Sorry, but Microsoft has a point. Simply releasing info about a security breach before a fix has been found is irresponsible. There ought to be a "decent interval" between the discovery of the breach and its public revelation. I think a month is about right. The discoverer should first notify the software maker, then promise to hold off for at least a month before announcing the problem. This strikes me as a reasonable compromise that protects the public's right to know about the problem, but also minimizes the risk that the problem will be exploited by some scummy computer vandal.

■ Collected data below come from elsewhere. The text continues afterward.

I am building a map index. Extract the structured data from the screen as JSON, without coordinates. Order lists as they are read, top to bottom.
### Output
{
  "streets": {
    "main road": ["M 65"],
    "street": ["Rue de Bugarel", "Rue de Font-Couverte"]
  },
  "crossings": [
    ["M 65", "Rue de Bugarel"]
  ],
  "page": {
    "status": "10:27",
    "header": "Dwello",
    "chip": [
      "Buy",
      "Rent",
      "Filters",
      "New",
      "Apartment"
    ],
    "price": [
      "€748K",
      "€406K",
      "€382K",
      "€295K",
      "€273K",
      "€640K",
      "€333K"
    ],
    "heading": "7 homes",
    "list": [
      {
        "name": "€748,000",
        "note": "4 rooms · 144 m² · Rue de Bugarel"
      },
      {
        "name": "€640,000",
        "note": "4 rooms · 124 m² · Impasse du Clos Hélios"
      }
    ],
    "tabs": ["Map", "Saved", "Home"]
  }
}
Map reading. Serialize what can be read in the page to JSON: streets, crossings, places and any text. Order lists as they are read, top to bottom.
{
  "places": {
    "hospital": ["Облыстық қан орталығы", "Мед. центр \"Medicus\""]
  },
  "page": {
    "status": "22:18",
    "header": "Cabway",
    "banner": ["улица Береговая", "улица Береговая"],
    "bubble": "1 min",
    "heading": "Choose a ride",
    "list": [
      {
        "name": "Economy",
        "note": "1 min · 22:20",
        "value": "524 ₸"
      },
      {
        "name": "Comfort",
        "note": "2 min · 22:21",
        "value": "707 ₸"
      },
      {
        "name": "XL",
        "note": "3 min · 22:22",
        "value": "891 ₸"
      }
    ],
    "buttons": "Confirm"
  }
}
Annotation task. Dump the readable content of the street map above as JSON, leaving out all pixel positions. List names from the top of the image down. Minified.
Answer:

On the flipside though, couple of years ago I think, did not some third party announce a flaw and state that they tried to tell MS about it but were being ignored?
Keep in mind that this is coming from a user that has spent at least 4 hours so far - holiday time - cleaning up my kids computer.
Oh, the irony!
LVM
"There ought to be a "decent interval" between the discovery of the breach and its public revelation."
Go back and read the story. You have your facts all wrong.
A tool found the crash and the guy asked for help in determining why. Someone else found th actual problem. It was a colaborative discovery. Neither person alone found or published the exploit. It was readily replicatable every time you pointed this tool at a microsoft browser.
Microsoft STILL has not published a fix.
Had this been Nozilla, or Opera, or Konqueror browser the fix would be in WIDE distribrution already.